Trump Administration Tries to Stop Trial Over Census Again

(Bloomberg) -- U.S. President Donald Trump’s administration is trying again to derail a trial over the legality of asking people in the 2020 census about their citizenship.

After 14 judges at various levels rejected the government’s efforts to stop lawsuits over the citizenship question, the administration submitted a seventh request to postpone the trial, this time citing a Supreme Court decision Monday that halted plaintiffs’ attempts to question Commerce Secretary Wilbur Ross about his decision to include the question in the census.

Advocacy groups and more than a dozen states, cities and counties have sued, saying the citizenship question discriminates against immigrants and will reduce the accuracy of the count by lessening participation. An undercount in areas with large numbers of non-citizens could shift congressional districts and federal dollars away from those communities. A trial is scheduled for Nov. 5 in New York.

“There is no basis to further delay adjudication of this matter,” New York Attorney General Barbara Underwood wrote in a Wednesday letter to U.S. District Judge Jesse Furman, saying the Supreme Court ruling over Ross’s deposition won’t affect the trial.

The request to put the trial on hold was filed late Tuesday with Furman, who ordered Ross to sit for a deposition in September, saying the secretary has first-hand knowledge of the claims and was "personally involved in the decision." Should Furman deny the request to postpone the trial, the government is likely to immediately appeal and could go directly to the Supreme Court.

During a status conference on Wednesday, Furman hinted he was skeptical of the request, saying he didn’t see the harm in having a trial given that the case is likely to be eventually decided by appellate courts.

"I am unlikely to be the last word here," Furman said, but he declined to immediately rule.

Kate Bailey, an attorney for the Justice Department, told the judge that not having Ross deposed in the case would "dramatically change" how the suit would proceed and possibly negate the need for a trial. While Bailey said the government believes the case should be resolved quickly, she said there isn’t a "dire" need to determine the issue as the census won’t be finalized until next year. The plaintiffs disagreed.

"Time is of the essence and we should proceed to trial," said Elena Goldstein, an attorney for New York.

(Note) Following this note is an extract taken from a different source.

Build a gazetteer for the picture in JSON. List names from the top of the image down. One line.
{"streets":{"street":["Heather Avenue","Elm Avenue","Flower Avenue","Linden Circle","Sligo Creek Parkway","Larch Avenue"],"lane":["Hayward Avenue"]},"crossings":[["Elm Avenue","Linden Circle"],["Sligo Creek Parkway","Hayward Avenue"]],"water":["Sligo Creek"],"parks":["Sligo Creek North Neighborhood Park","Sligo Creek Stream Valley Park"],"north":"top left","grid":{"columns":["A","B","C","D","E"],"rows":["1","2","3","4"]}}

While Ross testified to Congress in March that he hadn’t discussed the citizenship question with anyone at the White House, the Justice Department said in a recent court filing that he now recalls having spoken about it last year with Steve Bannon, an advocate of restraints on immigration who was Trump’s chief strategist at the time.

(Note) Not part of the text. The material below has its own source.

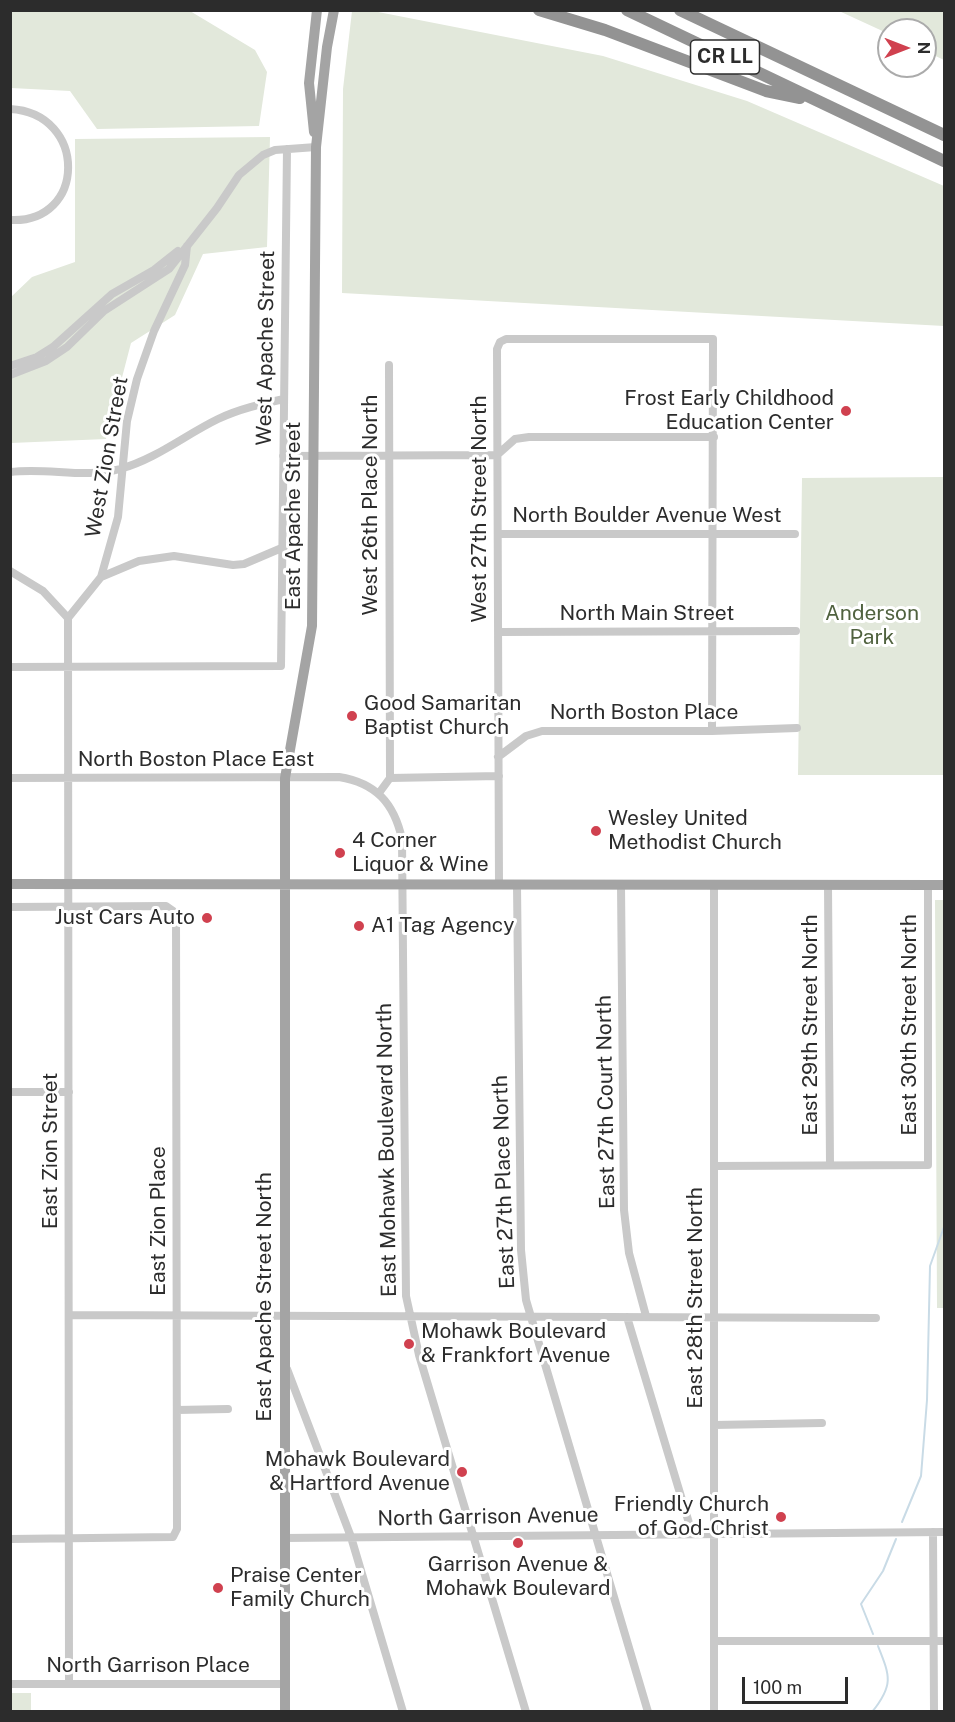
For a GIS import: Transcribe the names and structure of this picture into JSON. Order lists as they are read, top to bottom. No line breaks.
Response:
{"streets":{"highway":["CR LL"],"main road":["East Apache Street","East Apache Street North"],"street":["West Apache Street","West Zion Street","West 26th Place North","West 27th Street North","North Boulder Avenue West","North Main Street","North Boston Place","North Boston Place East","East 29th Street North","East 30th Street North","East 27th Court North","East Mohawk Boulevard North","East Zion Street","East 27th Place North","East Zion Place","East 28th Street North","North Garrison Avenue","North Garrison Place"]},"crossings":[["West Apache Street","East Apache Street"],["West 27th Street North","North Boulder Avenue West"],["West 27th Street North","North Main Street"],["West 27th Street North","North Boston Place"],["East Apache Street","North Boston Place East"],["East Apache Street","East Zion Street"],["East Apache Street","East Apache Street North"],["North Boston Place East","East Mohawk Boulevard North"],["North Boston Place East","East Zion Street"],["East 29th Street North","East 30th Street North"],["East Mohawk Boulevard North","North Garrison Avenue"],["East Zion Street","East Zion Place"],["East Zion Street","North Garrison Place"],["East 27th Place North","North Garrison Avenue"],["East Apache Street North","North Garrison Avenue"],["East Apache Street North","North Garrison Place"],["East 28th Street North","North Garrison Avenue"]],"parks":["Anderson Park"],"places":["Frost Early Childhood Education Center","Good Samaritan Baptist Church","Wesley United Methodist Church","4 Corner Liquor & Wine","Just Cars Auto","A1 Tag Agency","Mohawk Boulevard & Frankfort Avenue","Mohawk Boulevard & Hartford Avenue","Friendly Church of God-Christ","Garrison Avenue & Mohawk Boulevard","Praise Center Family Church"],"scale_bar":"100 m","north":"right"}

The government also asked Furman to put all pretrial proceedings on hold, including the deposition of Acting Assistant Attorney General John Gore, noting that while the Supreme Court denied its request to stop that part of the case from going forward, two justices dissented from the order and said they would have postponed it.

Underwood said Gore is scheduled to be questioned by plaintiffs’ lawyers Oct. 26, and other depositions have also been set up. The government said its lawyers must prepare to question more than two dozen possible witnesses at the trial, which is scheduled to last about two weeks, including 10 experts "who explicitly seek to second-guess the secretary’s decision."

The Trump administration says census-takers have asked about citizenship as far back as 1820. The last time every household was asked about citizenship on the decennial census was in 1950. From 1960 to 2000, a sample of the population was asked about citizenship. Since 2005, the Census Bureau has asked about citizenship in a separate annual survey sent to some people. The 2010 census did not include a citizenship question.

The case is New York v. U.S. Department of Commerce, 18-cv-2921, U.S. District Court, Southern District of New York (Manhattan).